Morning Roundup 5/2/2005

Marc Comtois

Nota Bene: This post is an experiment. I thought I'd try providing a bunch of different links to different web posts, articles, stories etc. that I found interesting. The goal is to point to some articles that may be of general interest to conservative readers with enough of a summary to indicate whether or not it would be interesting. I'd appreciate any feedback as to whether this is a worthwhile endeavor.

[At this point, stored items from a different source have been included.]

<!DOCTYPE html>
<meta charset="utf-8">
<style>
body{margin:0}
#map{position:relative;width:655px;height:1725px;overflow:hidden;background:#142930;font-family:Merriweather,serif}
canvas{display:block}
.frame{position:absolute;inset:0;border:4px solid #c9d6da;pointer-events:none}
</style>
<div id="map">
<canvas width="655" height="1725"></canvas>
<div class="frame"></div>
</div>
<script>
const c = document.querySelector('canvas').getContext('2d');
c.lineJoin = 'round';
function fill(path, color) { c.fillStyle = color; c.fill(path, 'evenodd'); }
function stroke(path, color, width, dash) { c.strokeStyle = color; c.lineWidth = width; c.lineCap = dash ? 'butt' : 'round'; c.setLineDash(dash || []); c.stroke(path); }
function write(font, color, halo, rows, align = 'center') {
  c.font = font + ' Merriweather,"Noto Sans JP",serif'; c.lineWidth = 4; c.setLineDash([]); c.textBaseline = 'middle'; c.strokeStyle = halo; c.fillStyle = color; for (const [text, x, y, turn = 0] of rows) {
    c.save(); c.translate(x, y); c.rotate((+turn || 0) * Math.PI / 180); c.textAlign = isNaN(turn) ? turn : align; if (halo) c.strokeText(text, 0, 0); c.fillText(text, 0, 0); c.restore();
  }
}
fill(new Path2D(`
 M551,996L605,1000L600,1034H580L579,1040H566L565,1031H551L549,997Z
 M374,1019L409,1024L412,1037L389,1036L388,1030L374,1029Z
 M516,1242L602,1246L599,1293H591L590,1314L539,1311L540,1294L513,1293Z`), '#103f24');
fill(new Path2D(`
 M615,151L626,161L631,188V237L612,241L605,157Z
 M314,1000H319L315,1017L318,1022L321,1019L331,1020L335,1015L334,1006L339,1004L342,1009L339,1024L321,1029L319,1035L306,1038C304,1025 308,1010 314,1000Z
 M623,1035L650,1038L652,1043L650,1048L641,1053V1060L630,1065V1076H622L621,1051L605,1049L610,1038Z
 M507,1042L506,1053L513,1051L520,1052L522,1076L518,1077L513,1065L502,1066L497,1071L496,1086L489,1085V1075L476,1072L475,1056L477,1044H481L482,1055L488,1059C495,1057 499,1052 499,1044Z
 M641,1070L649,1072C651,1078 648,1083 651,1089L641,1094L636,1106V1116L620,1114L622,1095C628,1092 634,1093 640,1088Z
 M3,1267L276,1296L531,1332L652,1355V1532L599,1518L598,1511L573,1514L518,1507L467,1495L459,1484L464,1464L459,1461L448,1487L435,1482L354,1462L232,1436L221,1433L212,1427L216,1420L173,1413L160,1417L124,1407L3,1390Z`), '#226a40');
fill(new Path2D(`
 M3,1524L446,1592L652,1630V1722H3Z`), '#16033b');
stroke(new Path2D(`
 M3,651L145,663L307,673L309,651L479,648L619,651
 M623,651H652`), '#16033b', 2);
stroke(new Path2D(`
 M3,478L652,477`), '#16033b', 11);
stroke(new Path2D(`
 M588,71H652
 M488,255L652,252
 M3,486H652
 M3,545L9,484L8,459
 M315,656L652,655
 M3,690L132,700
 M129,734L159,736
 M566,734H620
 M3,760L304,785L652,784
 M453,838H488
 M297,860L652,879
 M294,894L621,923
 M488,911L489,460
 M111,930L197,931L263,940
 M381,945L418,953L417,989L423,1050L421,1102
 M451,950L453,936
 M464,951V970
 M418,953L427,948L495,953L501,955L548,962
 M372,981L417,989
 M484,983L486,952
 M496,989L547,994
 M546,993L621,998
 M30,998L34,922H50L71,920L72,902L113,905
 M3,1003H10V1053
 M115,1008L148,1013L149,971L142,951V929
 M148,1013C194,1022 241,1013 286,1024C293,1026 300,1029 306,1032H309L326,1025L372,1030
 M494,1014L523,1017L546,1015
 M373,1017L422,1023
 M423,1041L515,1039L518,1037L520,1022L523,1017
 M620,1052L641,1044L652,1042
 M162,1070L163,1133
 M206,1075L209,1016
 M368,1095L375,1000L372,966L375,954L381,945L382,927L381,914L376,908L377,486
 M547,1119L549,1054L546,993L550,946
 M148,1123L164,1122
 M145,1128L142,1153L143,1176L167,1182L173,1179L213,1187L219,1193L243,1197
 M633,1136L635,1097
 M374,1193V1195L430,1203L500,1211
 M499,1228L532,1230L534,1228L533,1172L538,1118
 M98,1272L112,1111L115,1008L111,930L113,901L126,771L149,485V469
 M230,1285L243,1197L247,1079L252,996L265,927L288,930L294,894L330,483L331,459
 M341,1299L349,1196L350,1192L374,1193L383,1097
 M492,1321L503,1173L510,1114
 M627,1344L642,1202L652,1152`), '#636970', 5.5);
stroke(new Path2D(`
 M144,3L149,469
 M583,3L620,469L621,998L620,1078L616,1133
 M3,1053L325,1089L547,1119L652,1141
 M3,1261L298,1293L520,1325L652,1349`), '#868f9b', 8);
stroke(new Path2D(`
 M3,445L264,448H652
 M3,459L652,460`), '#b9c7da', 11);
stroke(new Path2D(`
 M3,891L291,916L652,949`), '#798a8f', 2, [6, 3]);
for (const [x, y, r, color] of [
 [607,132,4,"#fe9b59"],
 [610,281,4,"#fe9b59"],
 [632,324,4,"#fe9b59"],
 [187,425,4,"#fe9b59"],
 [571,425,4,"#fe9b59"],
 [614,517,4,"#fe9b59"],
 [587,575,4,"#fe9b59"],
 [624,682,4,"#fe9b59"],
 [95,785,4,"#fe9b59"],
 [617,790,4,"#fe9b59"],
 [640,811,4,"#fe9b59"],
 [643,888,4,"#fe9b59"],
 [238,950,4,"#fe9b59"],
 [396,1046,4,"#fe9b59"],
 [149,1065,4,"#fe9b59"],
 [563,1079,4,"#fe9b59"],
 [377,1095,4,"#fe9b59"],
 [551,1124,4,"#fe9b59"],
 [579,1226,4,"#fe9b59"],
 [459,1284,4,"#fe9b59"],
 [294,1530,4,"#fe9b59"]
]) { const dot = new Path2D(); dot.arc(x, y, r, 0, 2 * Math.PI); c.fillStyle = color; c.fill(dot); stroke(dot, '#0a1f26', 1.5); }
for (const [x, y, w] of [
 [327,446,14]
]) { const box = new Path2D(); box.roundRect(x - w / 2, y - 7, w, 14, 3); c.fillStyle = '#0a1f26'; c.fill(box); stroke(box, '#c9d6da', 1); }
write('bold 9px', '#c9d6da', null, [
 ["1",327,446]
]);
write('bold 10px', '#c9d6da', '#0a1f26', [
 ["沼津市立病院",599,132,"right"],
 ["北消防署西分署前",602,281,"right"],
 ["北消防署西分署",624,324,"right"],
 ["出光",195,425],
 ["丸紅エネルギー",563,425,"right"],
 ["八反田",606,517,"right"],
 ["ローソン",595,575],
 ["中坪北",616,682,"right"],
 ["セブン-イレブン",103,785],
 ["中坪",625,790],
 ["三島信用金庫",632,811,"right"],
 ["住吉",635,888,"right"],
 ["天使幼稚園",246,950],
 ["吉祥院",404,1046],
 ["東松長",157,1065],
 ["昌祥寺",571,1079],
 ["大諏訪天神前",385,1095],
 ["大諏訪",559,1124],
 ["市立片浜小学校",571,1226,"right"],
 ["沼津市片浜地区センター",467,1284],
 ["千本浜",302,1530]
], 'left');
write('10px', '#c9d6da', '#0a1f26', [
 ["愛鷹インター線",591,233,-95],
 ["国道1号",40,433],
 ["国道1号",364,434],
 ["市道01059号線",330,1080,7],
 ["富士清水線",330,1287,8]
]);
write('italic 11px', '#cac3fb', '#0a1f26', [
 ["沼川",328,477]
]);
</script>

  • Glenn Reynolds has posted that he heard Bill Bennet complaining about the First Lady's tongue-in-cheek monologue (video can be found here) over the weekend and tells him to "lighten up." I caught the "show" over the weekend on C-SPAN and thought it was funny. There were references to the Chippendales and milking a male horse. Does being conservative mean having a prudish sense of humor? Does laughing at a "blue" joke indicate one is compromising their conservative ideals? Some think so. [UPDATE: The last one is a spoof according to NRO Corner].
  • Kevin A Hasset at National Review wonders if President Bush's approach towards Social Security reform should be judged like the Patriot's draft: both have been pretty successful before, so should we question them based on first impressions?
  • In today's Boston Globe, Cathy Young reports on "A left wing witch hunt on campus" against an admitted [gasp] libertarian conservative (and College of Liberal Arts Teacher of the Year) at Southern Illinois University.
  • The Weekly Standard has a couple good columns up. First, Paul Mirengoff explains that the Left has gotten quite good at using metaphors to argue that the missteps made by the U.S. in the War on Terror are the ever-becoming rule. However, these attempts fail because the arguments rest on the flawed underlying assumption that such "atrocities" will remain unaddressed and become the norm when there is no evidence to support such a belief. The second article is by Steven G. Calabresi who explains how raw politics is behind the filibuster by Senate Democrats. In short, there could be nothing worse for them then non-white conservatives on the bench.
  • In the spirit of scientific debate, some leading science journals are preventing publication of papers that call into question the theory of global warming.
  • The Economist warns, "If environmental groups continue to reject pragmatic solutions and instead drift toward Utopian (or dystopian) visions of the future, they will lose the battle of ideas." Please step back John Muir, come on up. . . Adam Smith? But wait, putting the shoe (or sandal?) on the other foot, perhaps free-marketers can learn from "greens," too. (Pssst, John, come over here. . . let's make a deal). Meanwhile, Jared Diamond believes many great societies haved died because of "ecocide," though Tim Worstall believes that the "Yankee idea" of inventing something to solve ecological problems will prove fruitful.
  • While the debate between evolution and intelligent design continues, Michael Ruse thinks that evolutionists have damaged their own cause because they insistently make no room for religious belief in their scientific world.